Under the Americans with Disabilities Act and Section 504 of the Rehabilitation Act, colleges are required to ensure their programs are accessible as a whole, which means going beyond just making buildings accessible–online learning environments and materials must also be usable by individuals with various disabilities. During the past five to ten years, accessibility has become a concern across colleges throughout the country, including large schools such as Harvard University, UC Berkeley, and MIT, to name a few.
As a result, many colleges and universities have started to make program and policy changes. Below are some examples of what colleges across the nation are doing:
Accessibility and compliance teams. Many colleges have launched dedicated teams to ensure their school and course materials are accessible to all and that policies and procedures remain compliant with the ADA.
Proper faculty and staff training. In order to enforce accessibility policies, colleges and universities are requiring that faculty and staff receive proper training. This ensures that those on campus understand all policies and are trained on how to properly use–and utilize–accessibility technology, as well as handle any technical issues that students with visual disabilities may have.
Enhance the online learning environment. This includes carefully reviewing processes for online course creation, materials, and course management systems to ensure that everything is compatible with basic assistive technology or can easily be altered to a more accessible format.
More assistive technology. Many schools are increasing their use of assistive technology by having dedicated workstations for students with visual disabilities or by providing more tools such as screen readers, screen magnification systems, or text-to-speech software. Some colleges are also using alternative media services so that textbooks and course readers can be converted into accessible formats much faster than before.
Assistive tools and technology can be a huge help, but they can only take a student so far. To make the most of one’s education, students with visual disabilities need to be proactive throughout their entire college experience. Below are a few strategies to help students succeed.
Like all other students, choosing the right college is crucial. Whether you’re taking one class or working towards a four-year degree, attending a college that offers the courses, programs, and additional resources to help you meet your goals is necessary. In addition to evaluating course offerings and professors, students with visual disabilities should also do their research and find out what type of support services are available. Is there a dedicated Disability Resource Center on campus? Will you be able to easily convert course materials into an accessible format? Is braille used on campus so you can identify classrooms, buildings, and other important structures? Does the school offer any assistive devices? Are faculty well-trained and knowledgeable in addressing the unique needs of blind and low vision students? What platforms are used and are they compatible with the software and tools you use (e.g. JAWS)?

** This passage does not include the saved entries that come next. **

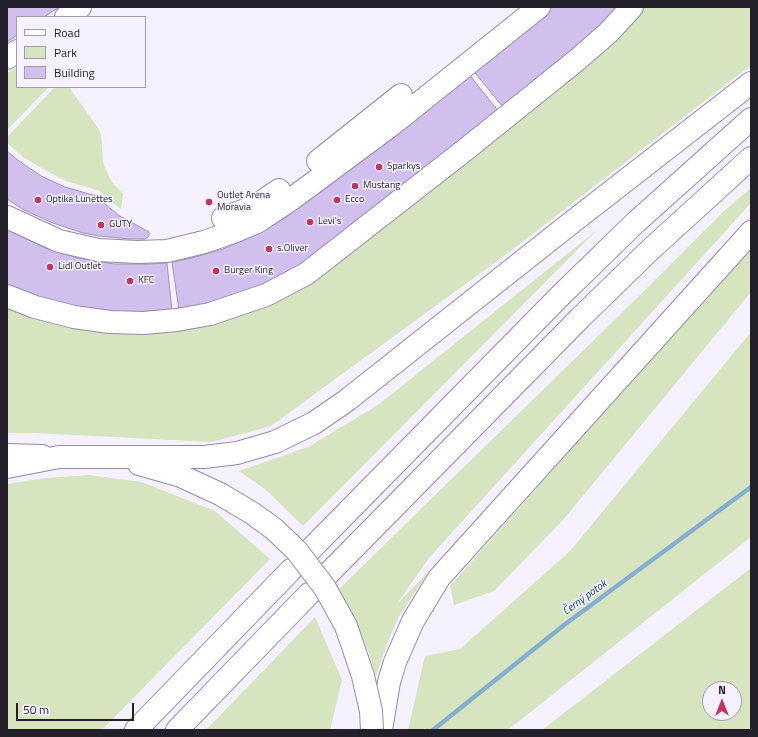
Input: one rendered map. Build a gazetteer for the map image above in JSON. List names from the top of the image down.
{
  "water": ["Černý potok"],
  "places": [
    "Sparkys",
    "Mustang",
    "Optika Lunettes",
    "Ecco",
    "Outlet Arena Moravia",
    "Levi's",
    "GUTY",
    "s.Oliver",
    "Lidl Outlet",
    "Burger King",
    "KFC"
  ],
  "legend": ["Road", "Park", "Building"],
  "scale_bar": "50 m",
  "north": "top"
}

You know yourself and your needs better than anyone else does. Colleges and professors will do their best to create a supportive environment, but if you aren’t getting what you need—whether that’s one-on-one tutoring, access to reading materials, or a software upgrade for a particular device—it’s important that you speak up and ask for help. For instance, most colleges won’t provide a human note taker for blind or low vision students. If you’re enrolled in a class that uses a lot of visuals on a board, you may need to request a certified note taker to help you see and understand everything that’s going on.

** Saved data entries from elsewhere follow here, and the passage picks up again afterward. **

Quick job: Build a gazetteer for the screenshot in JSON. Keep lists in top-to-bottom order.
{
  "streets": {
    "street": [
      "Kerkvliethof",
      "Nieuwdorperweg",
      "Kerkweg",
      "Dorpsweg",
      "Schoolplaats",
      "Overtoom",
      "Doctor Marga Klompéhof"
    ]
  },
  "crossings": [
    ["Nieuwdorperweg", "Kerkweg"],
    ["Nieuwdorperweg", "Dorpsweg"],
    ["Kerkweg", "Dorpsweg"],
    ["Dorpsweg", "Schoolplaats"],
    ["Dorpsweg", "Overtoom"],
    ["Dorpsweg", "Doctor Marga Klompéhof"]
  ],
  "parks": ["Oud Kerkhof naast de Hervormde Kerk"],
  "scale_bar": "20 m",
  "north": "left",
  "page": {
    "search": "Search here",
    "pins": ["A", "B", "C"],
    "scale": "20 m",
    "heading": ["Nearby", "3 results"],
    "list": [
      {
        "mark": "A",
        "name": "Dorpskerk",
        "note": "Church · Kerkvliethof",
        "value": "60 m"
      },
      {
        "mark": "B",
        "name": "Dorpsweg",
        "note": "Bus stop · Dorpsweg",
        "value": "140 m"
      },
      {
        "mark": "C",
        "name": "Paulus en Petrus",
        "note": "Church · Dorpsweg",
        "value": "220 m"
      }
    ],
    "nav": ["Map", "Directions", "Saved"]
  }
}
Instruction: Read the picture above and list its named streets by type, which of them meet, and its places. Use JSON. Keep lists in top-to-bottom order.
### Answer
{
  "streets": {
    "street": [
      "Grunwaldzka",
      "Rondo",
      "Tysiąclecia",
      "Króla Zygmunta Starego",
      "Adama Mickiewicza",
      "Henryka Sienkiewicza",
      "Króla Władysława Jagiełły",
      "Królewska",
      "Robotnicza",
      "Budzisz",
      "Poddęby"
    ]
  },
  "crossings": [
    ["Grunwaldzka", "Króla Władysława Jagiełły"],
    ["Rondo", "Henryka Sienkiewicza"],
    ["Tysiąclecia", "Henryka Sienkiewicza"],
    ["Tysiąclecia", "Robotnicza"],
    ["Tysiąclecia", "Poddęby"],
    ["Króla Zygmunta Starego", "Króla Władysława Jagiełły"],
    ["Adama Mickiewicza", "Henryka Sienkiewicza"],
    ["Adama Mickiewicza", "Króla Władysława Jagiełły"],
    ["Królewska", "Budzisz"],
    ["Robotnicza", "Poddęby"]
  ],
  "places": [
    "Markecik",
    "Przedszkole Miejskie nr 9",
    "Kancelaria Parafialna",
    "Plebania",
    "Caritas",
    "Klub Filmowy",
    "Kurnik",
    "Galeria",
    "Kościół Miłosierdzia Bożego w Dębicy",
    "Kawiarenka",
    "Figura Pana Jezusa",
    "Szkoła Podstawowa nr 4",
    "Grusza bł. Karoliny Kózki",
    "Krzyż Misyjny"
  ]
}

Remember that one of the reasons you chose to attend a particular school is because it offered resources and services that would help you throughout your college experience. Once you’re on campus, be sure to actually use those services. Don’t hesitate to meet with a resource counselor to learn more about what’s available and to find out how to use those resources effectively. It’s also a good idea to speak with individual professors at the start of each quarter or semester to see if any lesson plans might require you to sit closer or use specific assistive devices.
Each day, come to class prepared. That means bringing any and all devices (Braille notetakers, screen readers, or magnification systems, etc.) and notes that will help you with that day’s lecture. If there’s a visual presentation, ask your professor for guidance on what devices or tools might help you see everything better. Also keep in mind that preparing can take time. For example, if you have a quiz that day and need to study, it could take some time to set up everything you need to even begin studying notes, textbooks, and other materials. Plan ahead and set aside ample time.

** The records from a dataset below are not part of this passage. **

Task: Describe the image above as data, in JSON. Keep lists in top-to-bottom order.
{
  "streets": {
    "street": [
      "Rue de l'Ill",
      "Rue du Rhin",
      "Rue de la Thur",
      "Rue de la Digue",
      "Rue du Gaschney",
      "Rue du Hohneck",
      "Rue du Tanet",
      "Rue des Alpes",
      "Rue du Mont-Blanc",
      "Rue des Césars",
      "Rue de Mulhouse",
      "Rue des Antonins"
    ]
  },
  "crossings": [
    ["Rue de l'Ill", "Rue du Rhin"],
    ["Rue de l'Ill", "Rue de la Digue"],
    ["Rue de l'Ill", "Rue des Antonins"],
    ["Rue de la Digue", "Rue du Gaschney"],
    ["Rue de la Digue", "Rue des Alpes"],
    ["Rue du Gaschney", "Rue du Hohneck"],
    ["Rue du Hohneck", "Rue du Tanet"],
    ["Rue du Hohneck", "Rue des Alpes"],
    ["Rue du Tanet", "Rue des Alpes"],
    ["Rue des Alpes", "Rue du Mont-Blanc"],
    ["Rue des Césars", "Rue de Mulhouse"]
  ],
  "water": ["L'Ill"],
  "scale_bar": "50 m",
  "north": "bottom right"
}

Research has shown that some students with visual disabilities will purposefully isolate themselves from other students. In some cases, this isolation might even be necessary, for example, in a computer lab when using a workstation specifically for blind students. While some things may be better done alone, but it’s still important to find a community and feel at home when you’re in college. Make sure to reach out to others, attend campus events, or consider joining an academic fraternity or sorority to find fulfillment and camaraderie outside of the classroom. All students need a little break every now and then.
Students with visual disabilities may choose online learning for the same reasons as those without disabilities. However, like campus-based settings, online learning environments may also require slightly altered accommodations. Because every student’s vision may be affected to different degrees, most online colleges determine accommodations on a case-by-case basis. Accommodations may be made at both the individual student and assignment level. Common accommodations provided by universities include the following:
In addition to providing individualized assistance, major shifts in policy have been occurring in light of accessibility lawsuits during the past seven to eight years. Below is a list of four ways that universities and colleges support students with visual disabilities, including those in online learning environments.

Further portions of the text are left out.